Reducing the dimensionality of a dataset has several benefits. As mentioned, simpler models are less prone to overfitting, as the model has to make fewer assumptions regarding how features are related to one another. In addition, fewer dimensions mean less computing power is required to train the algorithms. Similarly, less storage space is needed for a dataset that has smaller dimensionality. Reducing the dimensionality of a dataset can also let you use algorithms that are unsuited for datasets with many features.
Common Dimensionality Reduction Methods
Dimensionality reduction can be by feature selection or feature engineering. Feature selection is where the engineer identifies the most relevant features of the dataset, while feature engineering is the process of creating new features by combining or transforming other features.
Feature selection and engineering can be done programmatically or manually.

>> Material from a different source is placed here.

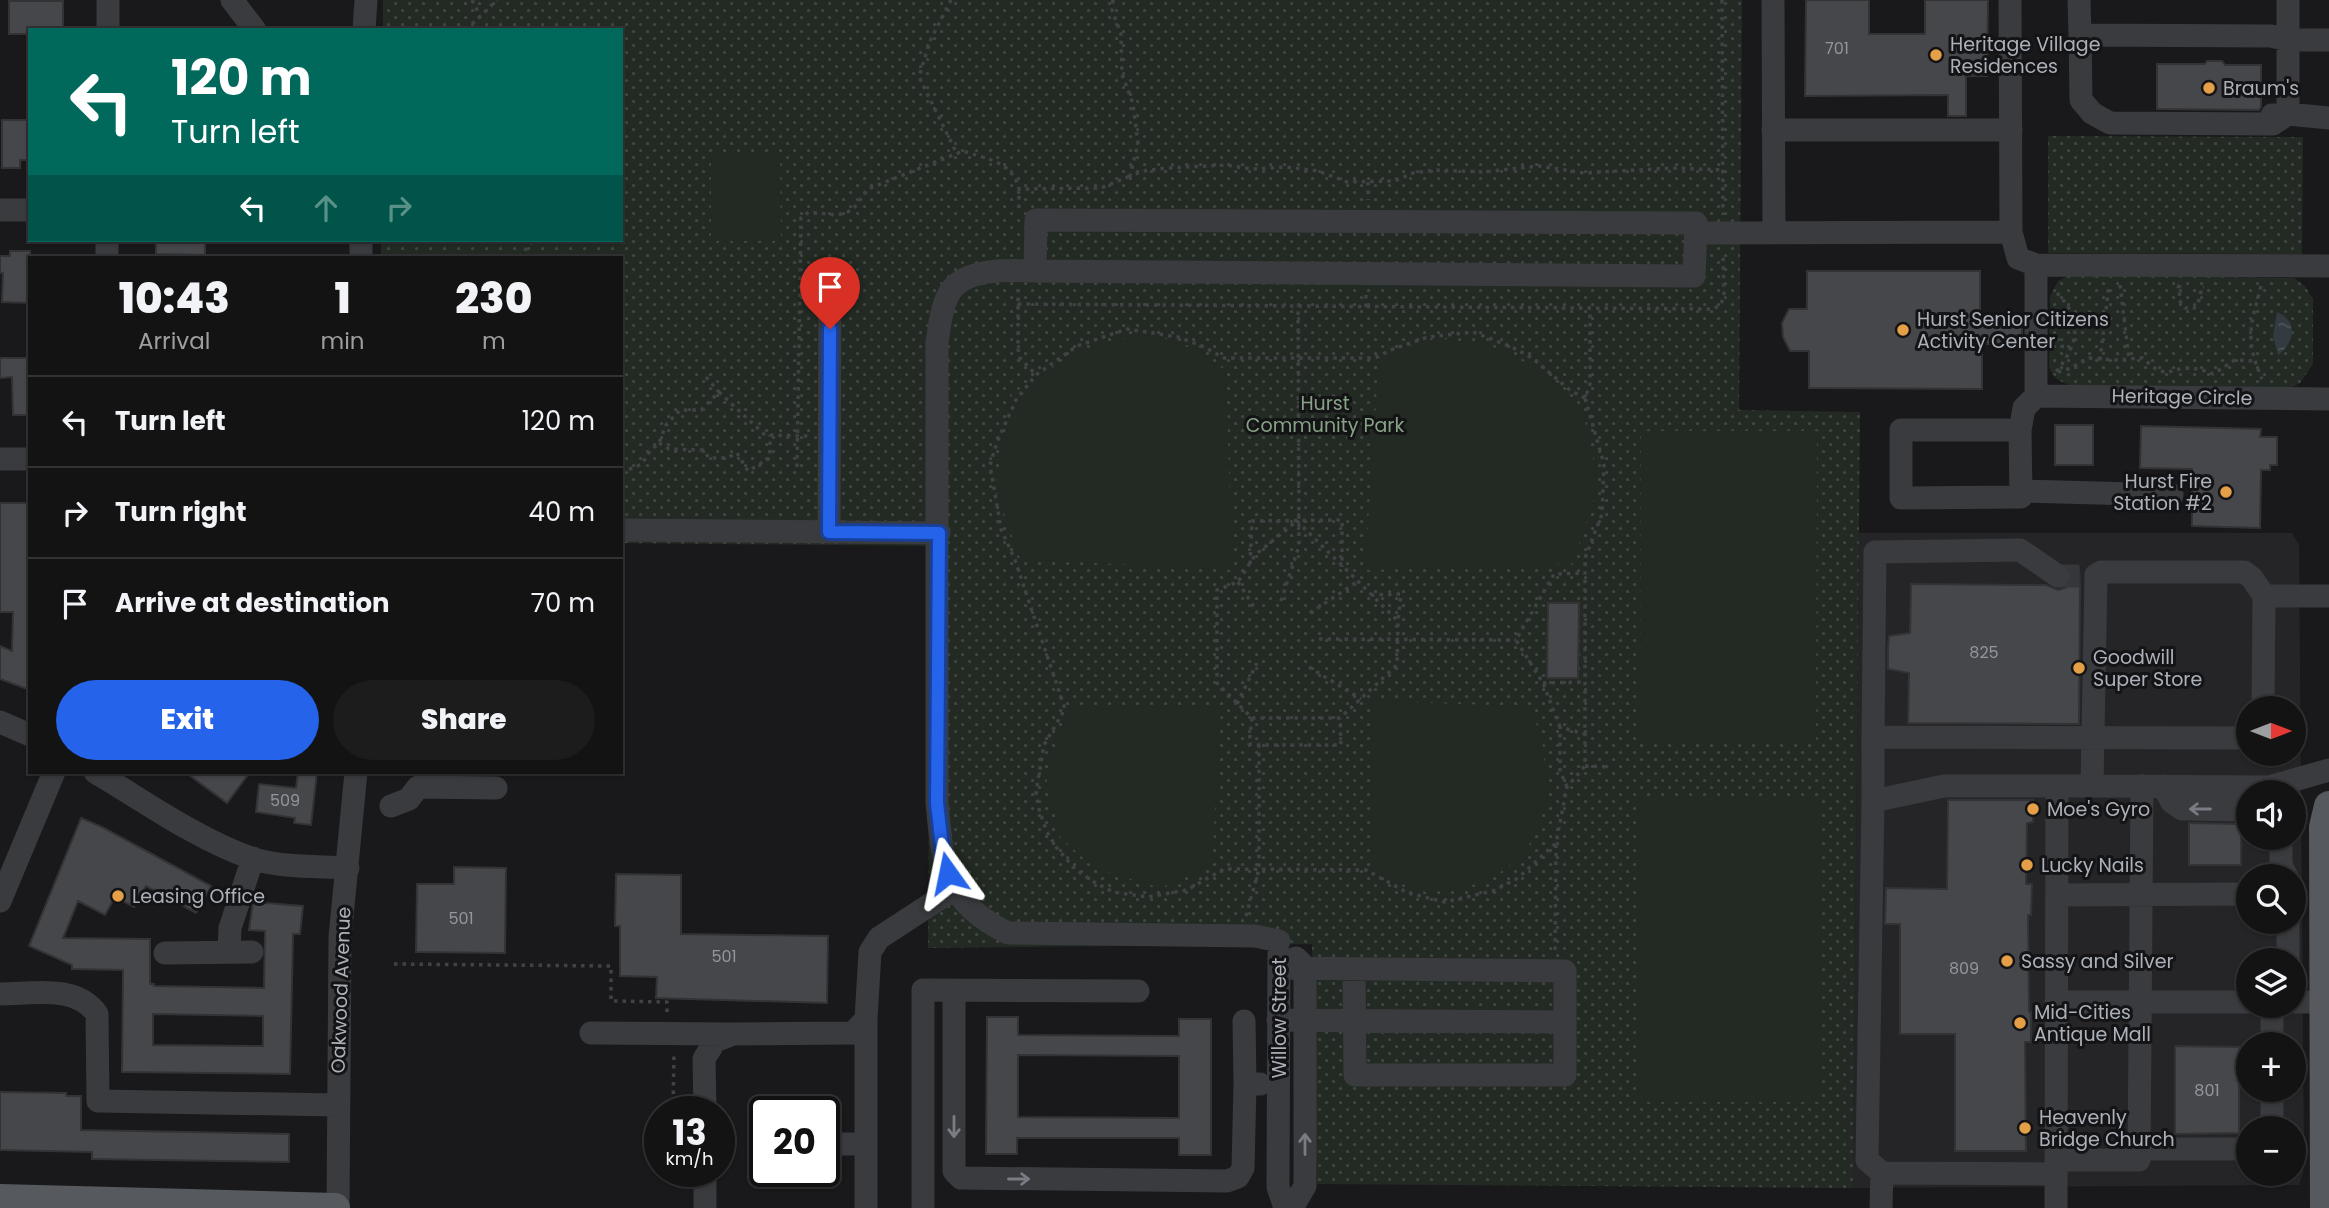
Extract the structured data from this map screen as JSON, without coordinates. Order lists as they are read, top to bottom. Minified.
{"streets":{"street":["Heritage Circle","Oakwood Avenue","Willow Street"]},"parks":["Hurst Community Park"],"places":["Heritage Village Residences","Braum's","Hurst Senior Citizens Activity Center","Hurst Fire Station #2","Goodwill Super Store","Moe's Gyro","Lucky Nails","Leasing Office","Sassy and Silver","Mid-Cities Antique Mall","Heavenly Bridge Church"],"house_numbers":["701","825","509","501","501","809","801"],"north":"right","page":{"turn":["120 m","Turn left"],"eta":["10:43","Arrival","1","min","230","m"],"list":[{"name":"Turn left","value":"120 m"},{"name":"Turn right","value":"40 m"},{"name":"Arrive at destination","value":"70 m"}],"buttons":["Exit","Share"],"map_buttons":["+","−"],"speed":"13 km/h","limit":"20"}}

When manually selecting and engineering features, visualizing the data to discover correlations between features and classes is typical. Carrying out dimensionality reduction in this way can be quite time intensive and therefore some of the most common ways of reducing dimensionality involve the use of algorithms available in libraries like Scikit-learn for Python. These common dimensionality reduction algorithms include: Principal Component Analysis (PCA), Singular Value Decomposition (SVD), and Linear Discriminant Analysis (LDA).

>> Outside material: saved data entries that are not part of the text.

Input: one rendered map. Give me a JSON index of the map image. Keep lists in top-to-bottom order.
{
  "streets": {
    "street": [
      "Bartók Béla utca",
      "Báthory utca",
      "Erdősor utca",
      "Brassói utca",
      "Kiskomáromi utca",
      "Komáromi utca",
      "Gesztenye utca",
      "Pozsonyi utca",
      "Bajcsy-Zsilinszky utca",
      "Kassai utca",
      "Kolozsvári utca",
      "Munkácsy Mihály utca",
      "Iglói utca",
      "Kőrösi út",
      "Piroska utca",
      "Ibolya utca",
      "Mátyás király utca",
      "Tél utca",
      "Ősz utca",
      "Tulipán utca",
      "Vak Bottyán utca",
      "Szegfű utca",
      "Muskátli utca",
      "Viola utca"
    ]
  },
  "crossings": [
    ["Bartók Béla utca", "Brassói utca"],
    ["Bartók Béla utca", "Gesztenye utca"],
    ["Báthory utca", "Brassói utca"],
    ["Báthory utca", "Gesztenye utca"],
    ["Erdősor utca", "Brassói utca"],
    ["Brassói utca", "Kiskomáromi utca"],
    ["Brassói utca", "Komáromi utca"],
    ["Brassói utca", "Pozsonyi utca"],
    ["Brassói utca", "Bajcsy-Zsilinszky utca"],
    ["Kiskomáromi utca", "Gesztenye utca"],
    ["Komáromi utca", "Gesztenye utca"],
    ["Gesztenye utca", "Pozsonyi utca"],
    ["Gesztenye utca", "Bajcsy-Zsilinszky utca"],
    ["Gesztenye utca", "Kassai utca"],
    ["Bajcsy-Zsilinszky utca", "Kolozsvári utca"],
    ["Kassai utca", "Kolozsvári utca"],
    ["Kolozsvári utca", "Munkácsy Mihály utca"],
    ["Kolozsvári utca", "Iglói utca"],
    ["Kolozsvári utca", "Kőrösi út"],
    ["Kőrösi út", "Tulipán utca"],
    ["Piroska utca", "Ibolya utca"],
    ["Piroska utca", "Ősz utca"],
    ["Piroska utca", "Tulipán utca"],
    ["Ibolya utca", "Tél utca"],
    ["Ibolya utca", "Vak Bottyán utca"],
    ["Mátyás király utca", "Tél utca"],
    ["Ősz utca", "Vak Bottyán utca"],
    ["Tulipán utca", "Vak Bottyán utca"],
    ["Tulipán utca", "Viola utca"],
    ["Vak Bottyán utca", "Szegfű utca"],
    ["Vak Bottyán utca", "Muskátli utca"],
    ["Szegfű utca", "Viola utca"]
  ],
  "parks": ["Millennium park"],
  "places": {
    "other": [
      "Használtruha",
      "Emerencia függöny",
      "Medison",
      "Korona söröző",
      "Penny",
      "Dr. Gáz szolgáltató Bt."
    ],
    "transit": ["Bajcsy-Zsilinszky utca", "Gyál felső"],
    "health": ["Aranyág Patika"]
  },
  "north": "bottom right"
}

The algorithms used in dimensionality reduction for unsupervised learning tasks are typically PCA and SVD, while those leveraged for supervised learning dimensionality reduction are typically LDA and PCA. In the case of supervised learning models, the newly generated features are just fed into the machine learning classifier. Take note that the uses described here are just general use cases and not the only conditions that these techniques may be used in. The dimensionality reduction algorithms described above are simply statistical methods and they are used outside of machine learning models.
Principal Component Analysis
Principal Component Analysis (PCA) is a statistical method that analyzes the characteristics/features of a dataset and summarizes the features that are the most influential. The features of the dataset are combined together into representations that maintain most of the characteristics of the data but are spread across fewer dimensions. You can think of this as “squishing” the data down from a higher dimension representation to one with just a few dimensions.
As an example of a situation where PCA might be useful, think about the various ways one could describe wine. While it is possible to describe wine using many highly specific features like CO2 levels, aeration levels, etc., such specific features may be relatively useless when trying to identify a specific type of wine. Instead, it would be more prudent to identify the type based on more general features like taste, color, and age. PCA can be used to combine more specific features and create features that are more general, useful, and less likely to cause overfitting.
PCA is carried out by determining how the input features vary from the mean with respect to each other, determining if any relationships exist between the features. In order to do this, a covariant matrix is created, establishing a matrix composed of the covariances with respect to the possible pairs of the dataset features. This is used to determine correlations between the variables, with a negative covariance indicating an inverse correlation and a positive correlation indicating a positive correlation.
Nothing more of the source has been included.